When I hear that my book is being challenged, I contact the school or library where the challenge is being made, and I offer to defend my book with a written statement. Of course, it never helps, because the people who ban books are not very smart, and it’s darned near impossible to change their minds. But at least I get to publicly make a case for why books shouldn’t be banned, and hopefully my words reach some children and teenagers, who are still young enough to be open to hearing them.

In six words, would you tell us why you write YA?

I have never really grown up.

What’s been your biggest struggle as a writer?

Getting distracted by the internet! In fact, there is even a poem about that in my brand new novel in verse, THE HUNCHBACK OF NEIMAN MARCUS. It’s my first novel in verse for grownups. But there is a 17-year-old girl in the story, so I’m hoping that teens and their mothers will both like it. You can read about it here: http://www.sonyasones.com/books/hunchback/a_syn_book.html.
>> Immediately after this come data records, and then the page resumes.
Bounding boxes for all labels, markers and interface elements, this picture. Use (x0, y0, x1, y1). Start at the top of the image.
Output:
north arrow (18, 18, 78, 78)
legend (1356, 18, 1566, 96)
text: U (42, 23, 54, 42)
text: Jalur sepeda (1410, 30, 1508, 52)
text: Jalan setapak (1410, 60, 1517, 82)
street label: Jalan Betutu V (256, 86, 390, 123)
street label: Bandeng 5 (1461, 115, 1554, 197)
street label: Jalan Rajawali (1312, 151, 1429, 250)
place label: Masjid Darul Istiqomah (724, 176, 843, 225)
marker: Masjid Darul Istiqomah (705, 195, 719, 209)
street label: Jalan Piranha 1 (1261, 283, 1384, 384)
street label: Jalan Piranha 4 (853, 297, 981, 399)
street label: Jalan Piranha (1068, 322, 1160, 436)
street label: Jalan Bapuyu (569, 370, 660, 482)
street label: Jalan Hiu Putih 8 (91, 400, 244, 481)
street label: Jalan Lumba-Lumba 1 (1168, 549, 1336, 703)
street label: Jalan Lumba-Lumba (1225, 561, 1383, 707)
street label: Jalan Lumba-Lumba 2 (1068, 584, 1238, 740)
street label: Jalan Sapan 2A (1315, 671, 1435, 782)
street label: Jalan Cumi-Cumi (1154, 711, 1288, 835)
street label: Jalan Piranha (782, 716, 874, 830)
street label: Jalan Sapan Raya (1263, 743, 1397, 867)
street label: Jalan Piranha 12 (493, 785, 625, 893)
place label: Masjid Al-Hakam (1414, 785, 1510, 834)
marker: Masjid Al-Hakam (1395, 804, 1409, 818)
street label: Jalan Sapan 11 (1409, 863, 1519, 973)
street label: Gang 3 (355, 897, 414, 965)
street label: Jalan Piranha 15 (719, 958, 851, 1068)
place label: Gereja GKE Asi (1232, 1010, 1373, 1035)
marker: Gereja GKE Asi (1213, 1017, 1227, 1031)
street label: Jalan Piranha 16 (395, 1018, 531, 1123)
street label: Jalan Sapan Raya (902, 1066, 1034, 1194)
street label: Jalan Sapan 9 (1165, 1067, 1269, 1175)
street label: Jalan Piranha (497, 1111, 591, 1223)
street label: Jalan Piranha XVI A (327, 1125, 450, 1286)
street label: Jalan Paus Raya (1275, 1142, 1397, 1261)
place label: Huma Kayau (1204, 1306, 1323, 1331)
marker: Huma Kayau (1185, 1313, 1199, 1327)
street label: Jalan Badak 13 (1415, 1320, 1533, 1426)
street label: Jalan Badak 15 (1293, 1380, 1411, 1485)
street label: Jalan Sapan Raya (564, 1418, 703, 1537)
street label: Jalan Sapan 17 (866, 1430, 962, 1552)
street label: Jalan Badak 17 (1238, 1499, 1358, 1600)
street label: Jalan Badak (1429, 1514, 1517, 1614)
And here is that poem I just mentioned about being distracted by the internet. Holly is a writer, way behind on her deadline for a book:

New Year’s Resolution

I, Holly Miller, hereby swear


that I will never again


allow myself to be lured away


from my writing






by clicking


on those hideous headlines


that litter my computer screen


like landmines waiting to be stepped on.






So I am not going to click


on the article about the nasty insults


that Anderson Cooper slung at a celebrity mom


that prompted her to lash out.






Though I’m dying to know


which celebrity mom it was


and exactly what she and Anderson


said to each other.






And I am not


going to click on the article


about the location


of America’s greatest bathroom






(which


apparently was found


when “Pros Flushed Far and Wide


to Find the Best Spot to Tinkle”).






And even though


I do remember Ann-Margret


and I’m yearning to see


how she looks at sixty-seven,






I am not


going to click on the link.


I am not!


I am NOT!










Wow…






She looks good…

This was such a fun, and long-awaited, interview. Thanks so much, Sonya, for agreeing to interview at For the Love of YA, for being a champion of YA literature, and for giving us a piece from your newest book The Hunchback of Neiman Marcus, which I am on my way to pick up this weekend. See you around the writing world!